## Required action
Find all the lines in the entries below that hold the word "district" and copy them.

---*---

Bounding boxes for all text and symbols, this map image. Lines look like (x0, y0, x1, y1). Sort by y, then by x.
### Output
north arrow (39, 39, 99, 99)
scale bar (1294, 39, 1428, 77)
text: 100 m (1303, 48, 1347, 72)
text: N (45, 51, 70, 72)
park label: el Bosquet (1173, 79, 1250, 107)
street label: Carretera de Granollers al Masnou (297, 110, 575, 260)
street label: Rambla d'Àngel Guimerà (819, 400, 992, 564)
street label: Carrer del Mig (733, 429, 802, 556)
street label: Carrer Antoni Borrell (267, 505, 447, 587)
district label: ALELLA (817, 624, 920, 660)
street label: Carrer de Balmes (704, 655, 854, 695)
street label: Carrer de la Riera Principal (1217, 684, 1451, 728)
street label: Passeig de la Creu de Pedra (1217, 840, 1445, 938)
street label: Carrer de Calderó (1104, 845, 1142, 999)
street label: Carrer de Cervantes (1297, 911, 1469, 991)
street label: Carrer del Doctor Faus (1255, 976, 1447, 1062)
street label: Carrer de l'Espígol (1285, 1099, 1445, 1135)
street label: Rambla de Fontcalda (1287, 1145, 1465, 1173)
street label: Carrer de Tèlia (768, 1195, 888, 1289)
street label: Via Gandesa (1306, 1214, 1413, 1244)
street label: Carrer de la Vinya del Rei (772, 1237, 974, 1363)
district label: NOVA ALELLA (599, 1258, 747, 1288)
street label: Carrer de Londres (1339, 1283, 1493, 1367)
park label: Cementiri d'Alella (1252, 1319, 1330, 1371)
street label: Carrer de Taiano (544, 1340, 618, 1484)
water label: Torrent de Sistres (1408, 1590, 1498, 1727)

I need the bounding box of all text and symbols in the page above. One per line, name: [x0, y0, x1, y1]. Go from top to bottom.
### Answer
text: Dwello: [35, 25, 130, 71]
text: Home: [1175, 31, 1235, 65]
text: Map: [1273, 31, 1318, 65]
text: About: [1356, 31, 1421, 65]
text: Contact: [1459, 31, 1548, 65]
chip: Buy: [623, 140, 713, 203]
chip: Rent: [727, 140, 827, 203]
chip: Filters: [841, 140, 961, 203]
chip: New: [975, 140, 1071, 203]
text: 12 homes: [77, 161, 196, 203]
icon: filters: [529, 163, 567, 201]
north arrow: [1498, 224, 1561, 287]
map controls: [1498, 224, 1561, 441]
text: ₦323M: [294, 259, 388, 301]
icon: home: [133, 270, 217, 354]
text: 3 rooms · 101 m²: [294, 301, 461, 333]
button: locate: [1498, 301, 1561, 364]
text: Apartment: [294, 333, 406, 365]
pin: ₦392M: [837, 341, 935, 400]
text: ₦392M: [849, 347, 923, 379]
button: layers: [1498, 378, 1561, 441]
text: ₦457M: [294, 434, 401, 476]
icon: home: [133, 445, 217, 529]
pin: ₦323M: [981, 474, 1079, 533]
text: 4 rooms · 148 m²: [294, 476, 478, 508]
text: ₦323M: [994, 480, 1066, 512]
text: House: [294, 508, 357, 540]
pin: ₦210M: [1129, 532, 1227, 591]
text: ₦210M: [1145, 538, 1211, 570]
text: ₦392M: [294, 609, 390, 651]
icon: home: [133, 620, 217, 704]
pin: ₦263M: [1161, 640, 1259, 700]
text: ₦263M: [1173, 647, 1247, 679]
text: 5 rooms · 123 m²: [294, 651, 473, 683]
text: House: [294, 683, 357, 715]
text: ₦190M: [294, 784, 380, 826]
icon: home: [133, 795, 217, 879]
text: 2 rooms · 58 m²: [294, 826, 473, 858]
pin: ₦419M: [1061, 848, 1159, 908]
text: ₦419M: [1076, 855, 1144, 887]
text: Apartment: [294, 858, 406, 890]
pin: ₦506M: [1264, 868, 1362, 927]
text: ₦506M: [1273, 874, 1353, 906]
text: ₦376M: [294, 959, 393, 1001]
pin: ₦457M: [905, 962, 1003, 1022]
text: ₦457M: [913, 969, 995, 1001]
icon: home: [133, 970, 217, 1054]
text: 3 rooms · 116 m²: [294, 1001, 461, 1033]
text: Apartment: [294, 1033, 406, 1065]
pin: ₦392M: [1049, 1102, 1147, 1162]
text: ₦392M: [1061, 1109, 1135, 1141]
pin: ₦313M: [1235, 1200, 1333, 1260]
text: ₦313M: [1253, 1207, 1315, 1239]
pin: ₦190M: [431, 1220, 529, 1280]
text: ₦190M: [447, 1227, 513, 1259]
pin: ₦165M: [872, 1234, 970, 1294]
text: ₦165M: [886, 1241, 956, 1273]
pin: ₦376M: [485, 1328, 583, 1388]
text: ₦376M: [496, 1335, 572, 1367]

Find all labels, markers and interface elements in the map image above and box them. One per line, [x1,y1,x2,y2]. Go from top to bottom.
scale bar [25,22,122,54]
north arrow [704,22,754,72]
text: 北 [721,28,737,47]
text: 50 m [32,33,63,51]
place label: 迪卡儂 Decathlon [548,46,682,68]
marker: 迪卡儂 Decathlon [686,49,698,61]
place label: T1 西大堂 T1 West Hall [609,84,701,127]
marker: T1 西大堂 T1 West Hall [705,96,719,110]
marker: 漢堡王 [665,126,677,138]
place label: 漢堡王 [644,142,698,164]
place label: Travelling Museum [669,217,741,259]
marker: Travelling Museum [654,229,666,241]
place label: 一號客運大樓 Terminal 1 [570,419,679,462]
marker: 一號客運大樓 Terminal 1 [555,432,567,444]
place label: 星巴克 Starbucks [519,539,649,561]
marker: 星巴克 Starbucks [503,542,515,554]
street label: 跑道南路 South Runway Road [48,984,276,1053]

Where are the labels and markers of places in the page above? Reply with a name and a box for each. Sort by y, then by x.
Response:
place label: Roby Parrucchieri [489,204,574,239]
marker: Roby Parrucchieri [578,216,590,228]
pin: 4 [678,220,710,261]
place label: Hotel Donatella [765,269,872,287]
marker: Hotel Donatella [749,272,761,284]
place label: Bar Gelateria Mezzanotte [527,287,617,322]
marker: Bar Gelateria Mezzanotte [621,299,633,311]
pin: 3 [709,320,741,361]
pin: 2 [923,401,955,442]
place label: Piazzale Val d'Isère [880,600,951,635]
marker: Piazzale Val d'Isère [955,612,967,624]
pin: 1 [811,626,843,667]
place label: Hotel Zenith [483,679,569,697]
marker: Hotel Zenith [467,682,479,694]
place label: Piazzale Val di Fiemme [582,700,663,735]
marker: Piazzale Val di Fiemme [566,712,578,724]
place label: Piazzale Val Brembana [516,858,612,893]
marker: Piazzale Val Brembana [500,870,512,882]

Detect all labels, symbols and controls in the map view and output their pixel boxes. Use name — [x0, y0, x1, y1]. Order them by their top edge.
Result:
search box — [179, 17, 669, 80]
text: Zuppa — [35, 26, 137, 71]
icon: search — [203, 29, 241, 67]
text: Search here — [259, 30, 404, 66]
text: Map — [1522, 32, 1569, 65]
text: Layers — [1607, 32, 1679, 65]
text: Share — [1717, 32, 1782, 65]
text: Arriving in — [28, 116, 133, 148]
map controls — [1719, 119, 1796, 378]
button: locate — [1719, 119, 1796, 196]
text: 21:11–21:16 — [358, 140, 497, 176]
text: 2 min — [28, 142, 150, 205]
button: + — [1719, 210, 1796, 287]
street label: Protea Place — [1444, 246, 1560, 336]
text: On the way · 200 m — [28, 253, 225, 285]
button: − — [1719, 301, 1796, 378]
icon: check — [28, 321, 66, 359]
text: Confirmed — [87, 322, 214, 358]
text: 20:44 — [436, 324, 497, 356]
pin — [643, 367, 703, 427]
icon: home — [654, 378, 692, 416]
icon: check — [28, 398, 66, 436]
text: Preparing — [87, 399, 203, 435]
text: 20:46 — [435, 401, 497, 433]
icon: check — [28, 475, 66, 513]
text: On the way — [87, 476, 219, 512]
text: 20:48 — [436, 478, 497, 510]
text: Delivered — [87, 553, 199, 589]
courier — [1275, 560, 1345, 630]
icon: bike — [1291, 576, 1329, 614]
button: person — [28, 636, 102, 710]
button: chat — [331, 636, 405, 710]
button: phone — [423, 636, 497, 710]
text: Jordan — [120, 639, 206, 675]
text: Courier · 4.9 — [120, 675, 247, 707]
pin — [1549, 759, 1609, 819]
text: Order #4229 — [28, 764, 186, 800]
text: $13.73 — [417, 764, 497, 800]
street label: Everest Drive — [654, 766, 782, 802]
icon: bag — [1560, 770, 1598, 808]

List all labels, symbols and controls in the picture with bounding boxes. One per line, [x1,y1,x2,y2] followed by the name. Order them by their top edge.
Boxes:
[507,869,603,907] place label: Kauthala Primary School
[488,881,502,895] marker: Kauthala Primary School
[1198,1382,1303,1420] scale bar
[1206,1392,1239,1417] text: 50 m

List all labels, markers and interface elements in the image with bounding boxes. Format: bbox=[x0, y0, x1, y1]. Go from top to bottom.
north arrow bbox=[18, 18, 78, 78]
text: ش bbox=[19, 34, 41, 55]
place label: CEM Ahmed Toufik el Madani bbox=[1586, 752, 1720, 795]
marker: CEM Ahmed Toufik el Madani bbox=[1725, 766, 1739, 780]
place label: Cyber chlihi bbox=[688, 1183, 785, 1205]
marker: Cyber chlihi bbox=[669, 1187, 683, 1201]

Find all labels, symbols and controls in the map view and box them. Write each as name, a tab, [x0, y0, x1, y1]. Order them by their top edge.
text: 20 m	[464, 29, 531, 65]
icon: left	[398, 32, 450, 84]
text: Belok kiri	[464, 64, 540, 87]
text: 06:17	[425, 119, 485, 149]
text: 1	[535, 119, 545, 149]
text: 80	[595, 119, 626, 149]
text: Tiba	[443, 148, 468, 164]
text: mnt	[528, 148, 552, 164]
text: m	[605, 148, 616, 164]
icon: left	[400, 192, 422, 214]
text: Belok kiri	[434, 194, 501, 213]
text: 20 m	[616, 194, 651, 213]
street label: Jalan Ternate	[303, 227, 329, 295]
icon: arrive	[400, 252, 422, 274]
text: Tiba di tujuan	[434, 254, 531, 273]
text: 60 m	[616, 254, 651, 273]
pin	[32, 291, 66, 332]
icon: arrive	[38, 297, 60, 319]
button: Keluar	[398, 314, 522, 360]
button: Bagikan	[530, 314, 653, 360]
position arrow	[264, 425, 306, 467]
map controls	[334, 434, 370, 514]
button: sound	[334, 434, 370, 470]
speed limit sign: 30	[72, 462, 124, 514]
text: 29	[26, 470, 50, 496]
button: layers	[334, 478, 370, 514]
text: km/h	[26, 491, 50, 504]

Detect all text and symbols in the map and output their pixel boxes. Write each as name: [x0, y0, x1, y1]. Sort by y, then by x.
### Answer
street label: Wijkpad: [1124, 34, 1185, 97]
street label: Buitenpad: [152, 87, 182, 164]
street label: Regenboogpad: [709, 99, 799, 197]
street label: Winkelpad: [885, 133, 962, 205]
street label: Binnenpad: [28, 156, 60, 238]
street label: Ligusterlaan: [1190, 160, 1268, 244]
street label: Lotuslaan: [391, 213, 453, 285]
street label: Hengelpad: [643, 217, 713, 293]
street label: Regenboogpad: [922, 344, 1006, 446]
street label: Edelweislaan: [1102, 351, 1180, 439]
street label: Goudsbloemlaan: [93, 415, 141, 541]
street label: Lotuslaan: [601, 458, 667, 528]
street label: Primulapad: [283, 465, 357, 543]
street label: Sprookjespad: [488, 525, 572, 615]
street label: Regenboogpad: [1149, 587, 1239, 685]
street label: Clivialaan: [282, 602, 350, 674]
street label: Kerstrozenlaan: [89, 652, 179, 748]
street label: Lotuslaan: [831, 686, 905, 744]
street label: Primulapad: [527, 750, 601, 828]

---*---

## Result
district label: ALELLA (817, 624, 920, 660)
district label: NOVA ALELLA (599, 1258, 747, 1288)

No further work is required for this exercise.